(Data extracts begins)

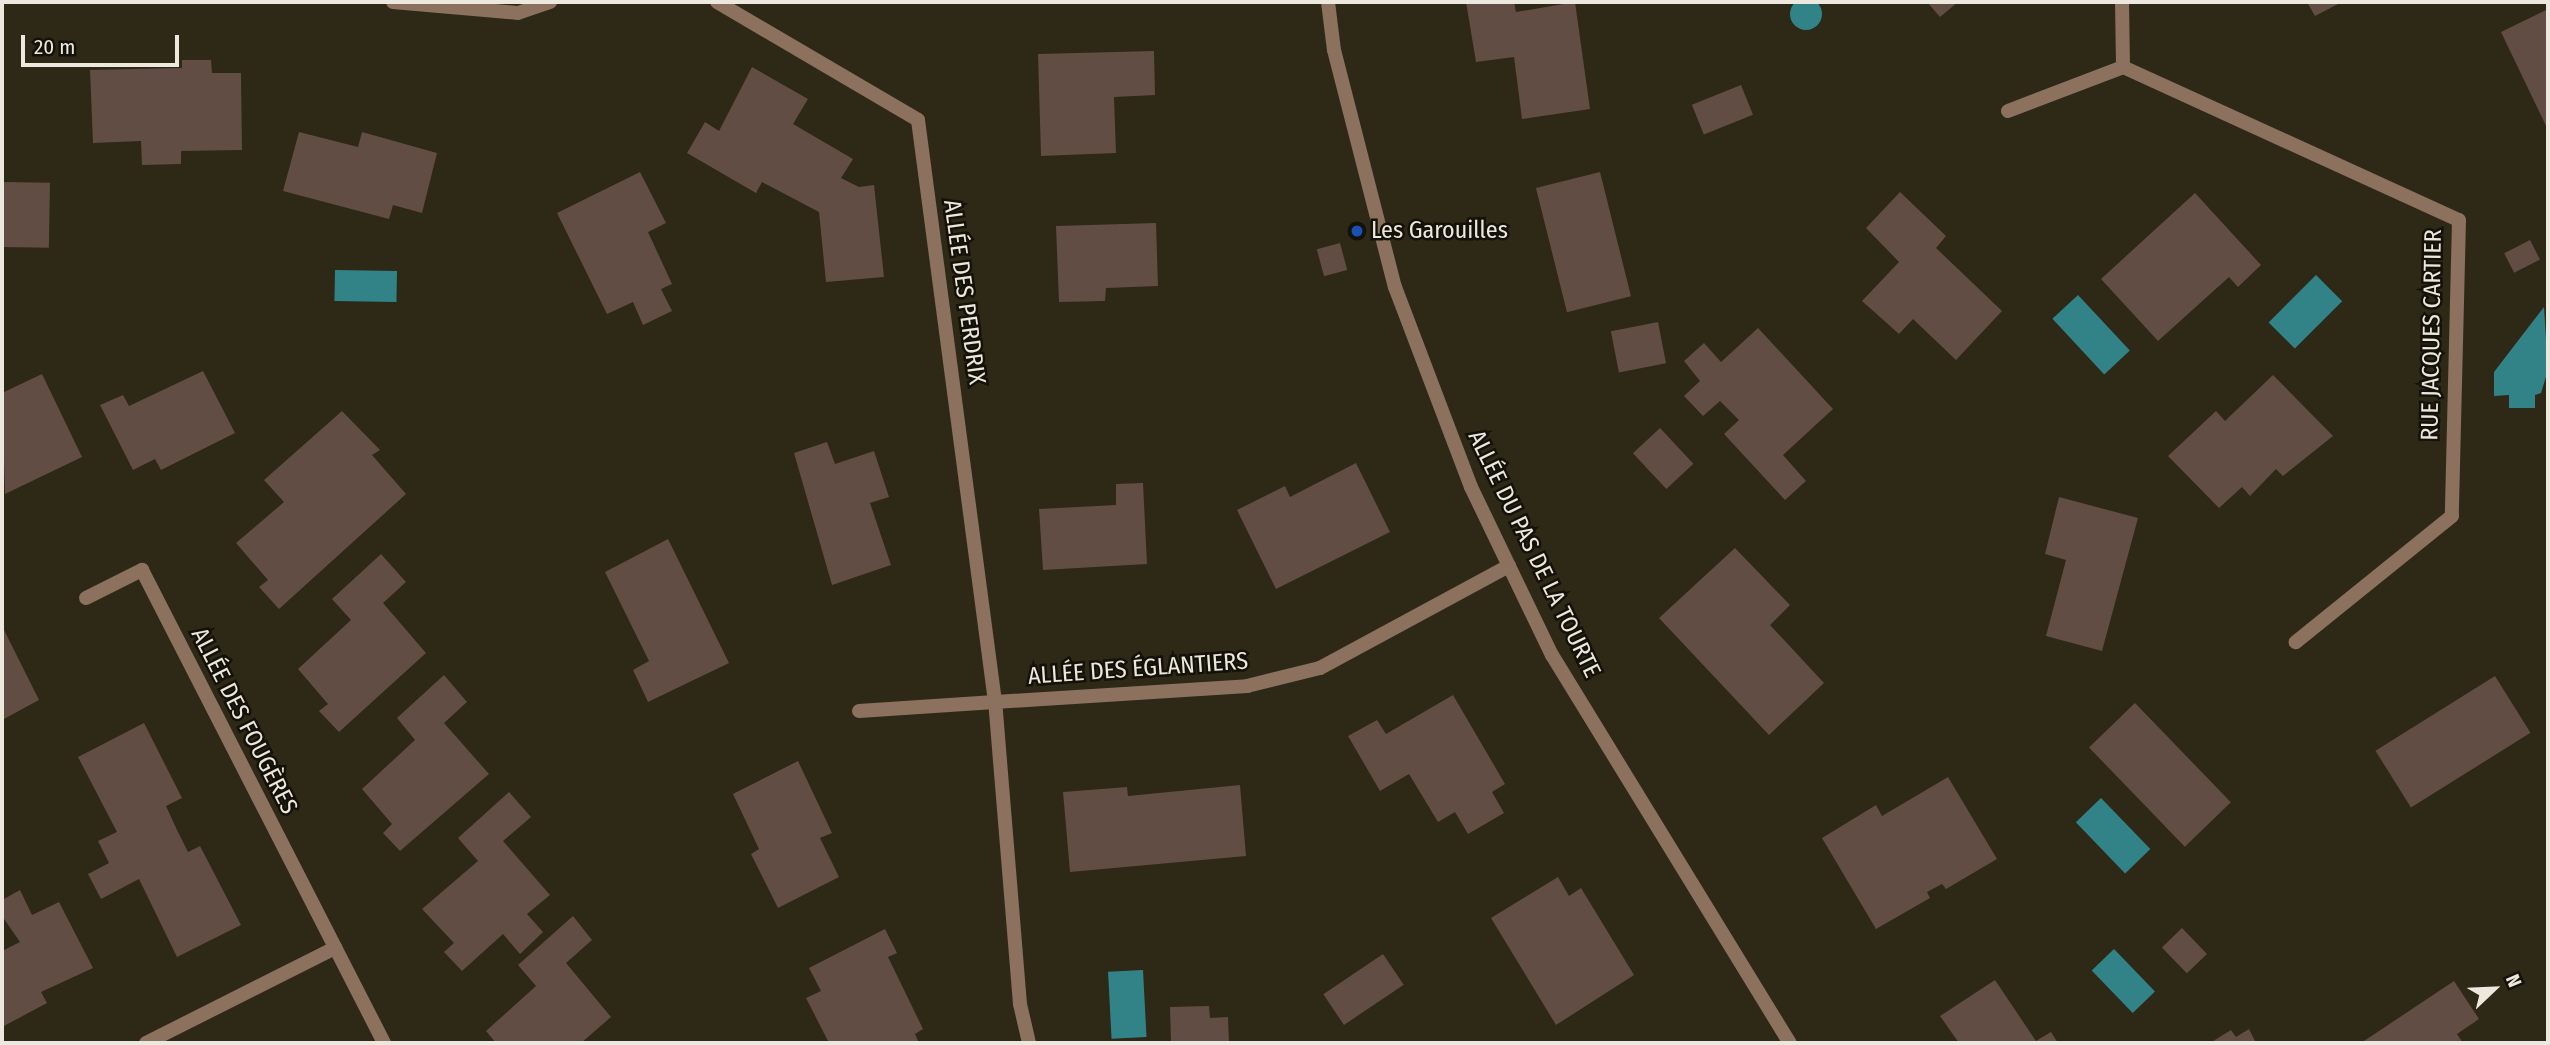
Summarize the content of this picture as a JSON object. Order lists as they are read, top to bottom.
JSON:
{
  "streets": {
    "street": [
      "ALLÉE DES PERDRIX",
      "RUE JACQUES CARTIER",
      "ALLÉE DU PAS DE LA TOURTE",
      "ALLÉE DES ÉGLANTIERS",
      "ALLÉE DES FOUGÈRES"
    ]
  },
  "crossings": [
    ["ALLÉE DES PERDRIX", "ALLÉE DES ÉGLANTIERS"],
    ["ALLÉE DU PAS DE LA TOURTE", "ALLÉE DES ÉGLANTIERS"]
  ],
  "places": ["Les Garouilles"],
  "scale_bar": "20 m",
  "north": "top right"
}
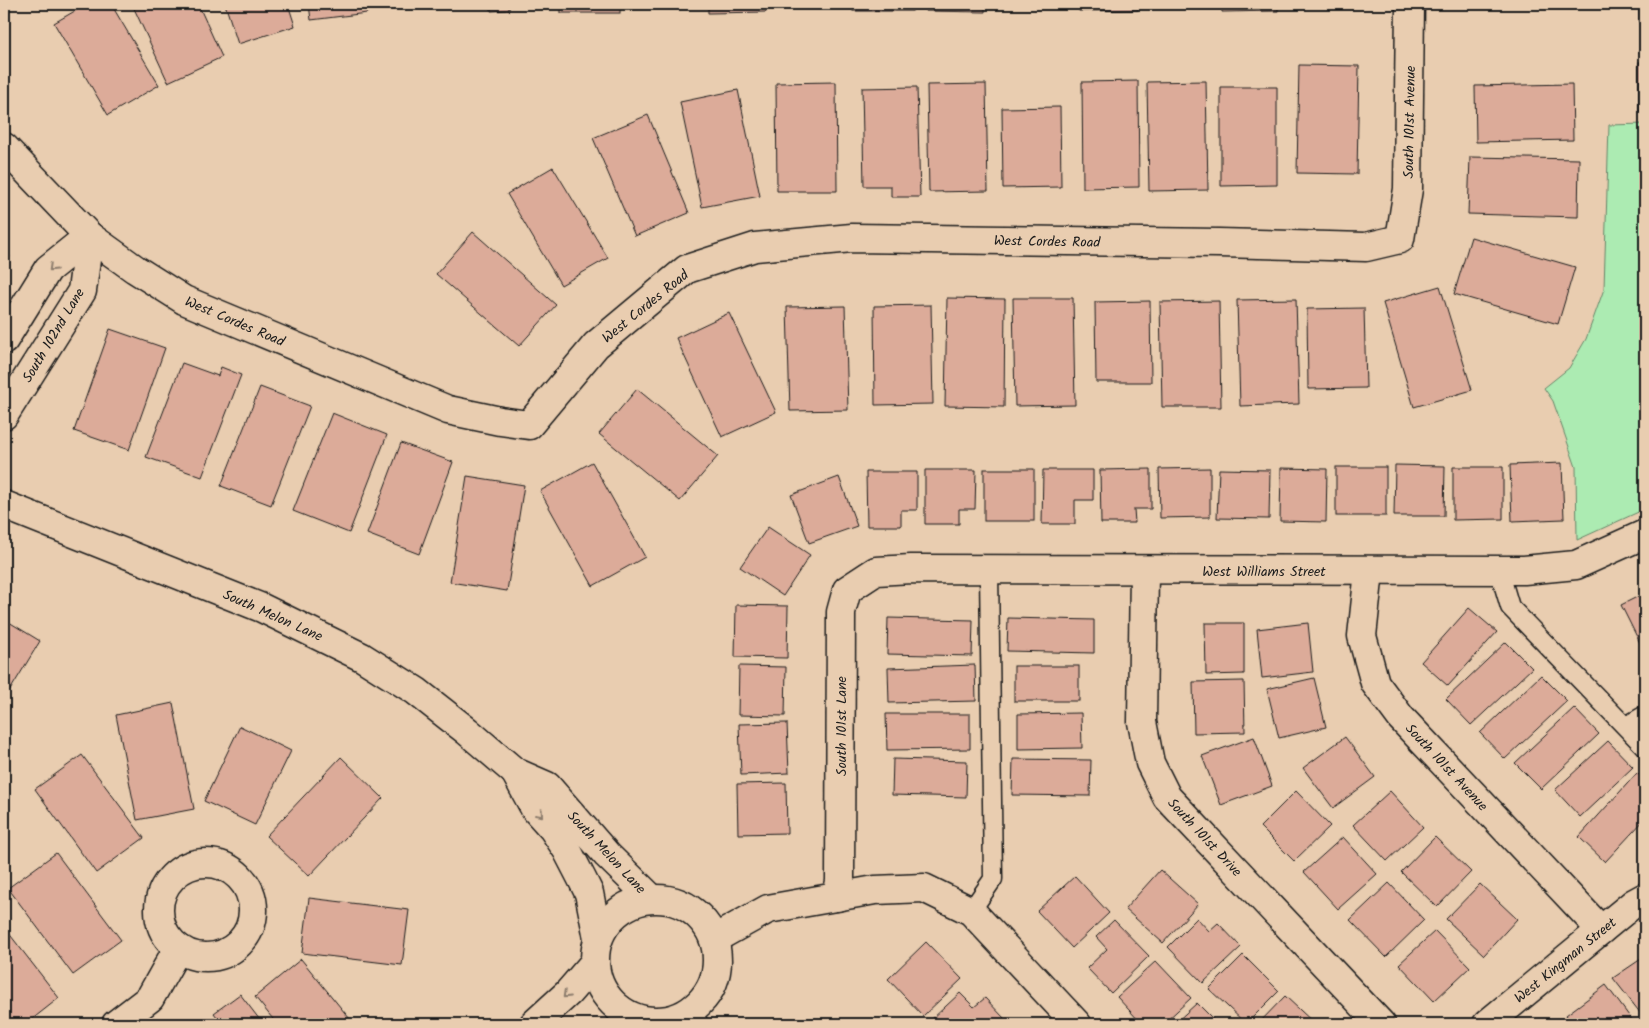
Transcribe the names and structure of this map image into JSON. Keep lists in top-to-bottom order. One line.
{"streets":{"street":["South 101st Avenue","West Cordes Road","South 102nd Lane","West Williams Street","South Melon Lane","South 101st Lane","South 101st Drive","West Kingman Street"]},"crossings":[["South 101st Avenue","West Cordes Road"],["South 101st Avenue","West Williams Street"],["South 101st Avenue","West Kingman Street"],["West Cordes Road","South 102nd Lane"],["West Williams Street","South 101st Lane"],["West Williams Street","South 101st Drive"]]}
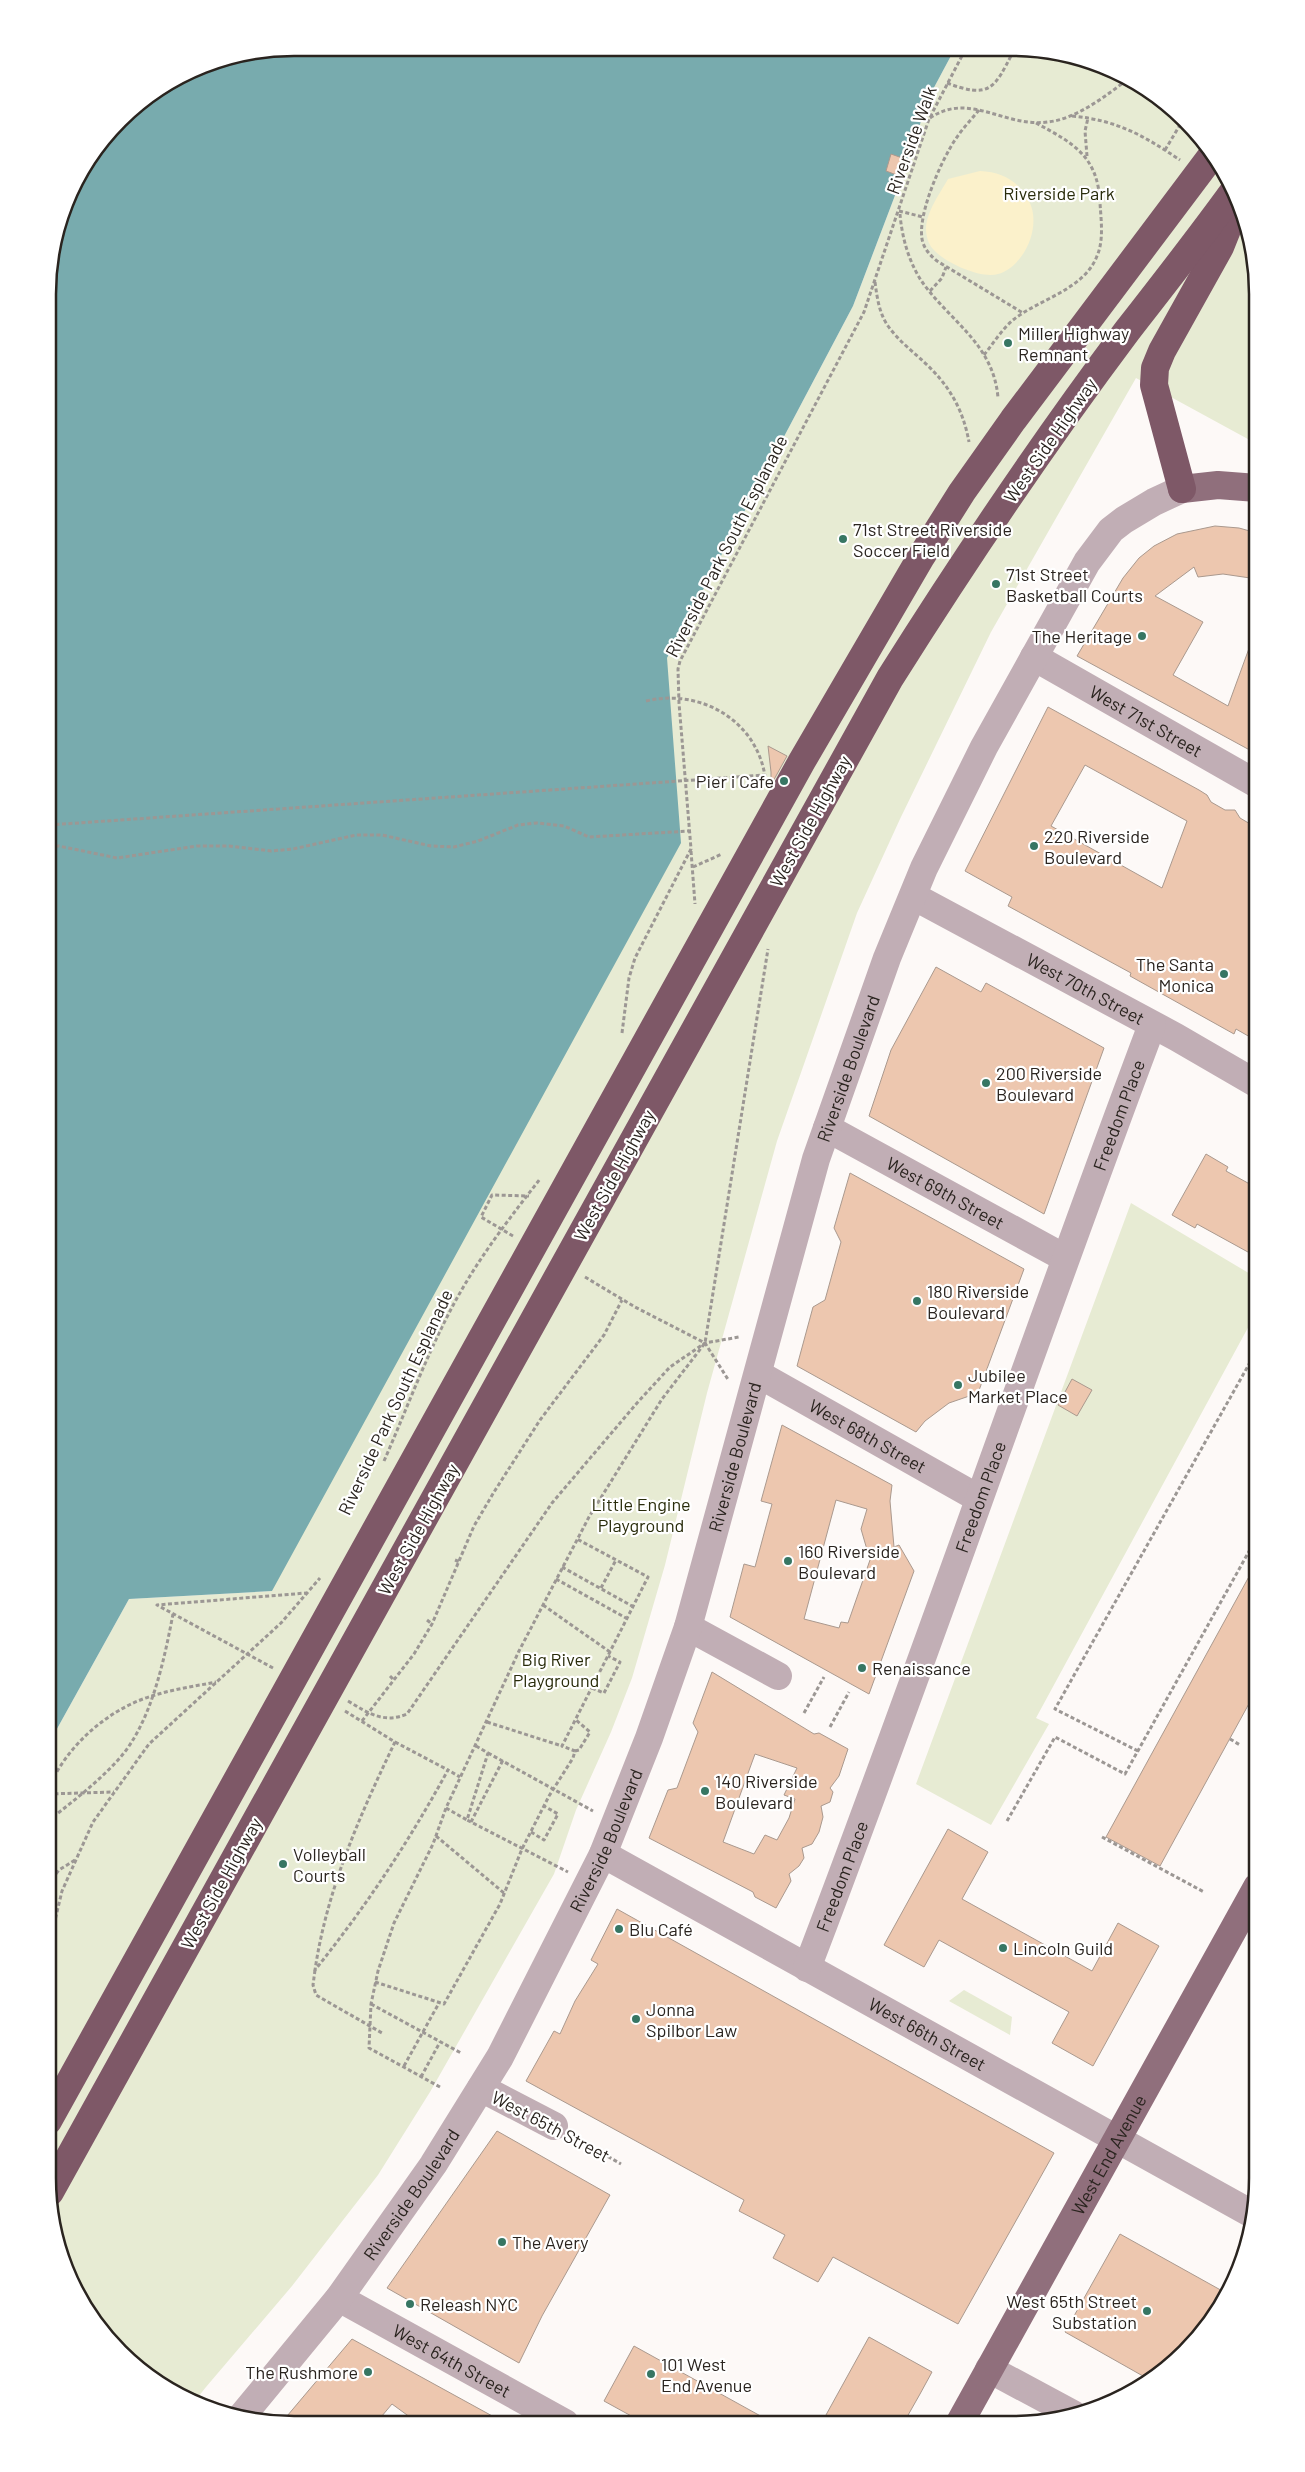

(Data extracts ends)

Pictures aside, return all of the material exactly as written.

Result of this exercise =>
Summarize the content of this picture as a JSON object. Order lists as they are read, top to bottom.
JSON:
{
  "streets": {
    "street": [
      "ALLÉE DES PERDRIX",
      "RUE JACQUES CARTIER",
      "ALLÉE DU PAS DE LA TOURTE",
      "ALLÉE DES ÉGLANTIERS",
      "ALLÉE DES FOUGÈRES"
    ]
  },
  "crossings": [
    ["ALLÉE DES PERDRIX", "ALLÉE DES ÉGLANTIERS"],
    ["ALLÉE DU PAS DE LA TOURTE", "ALLÉE DES ÉGLANTIERS"]
  ],
  "places": ["Les Garouilles"],
  "scale_bar": "20 m",
  "north": "top right"
}
Transcribe the names and structure of this map image into JSON. Keep lists in top-to-bottom order. One line.
{"streets":{"street":["South 101st Avenue","West Cordes Road","South 102nd Lane","West Williams Street","South Melon Lane","South 101st Lane","South 101st Drive","West Kingman Street"]},"crossings":[["South 101st Avenue","West Cordes Road"],["South 101st Avenue","West Williams Street"],["South 101st Avenue","West Kingman Street"],["West Cordes Road","South 102nd Lane"],["West Williams Street","South 101st Lane"],["West Williams Street","South 101st Drive"]]}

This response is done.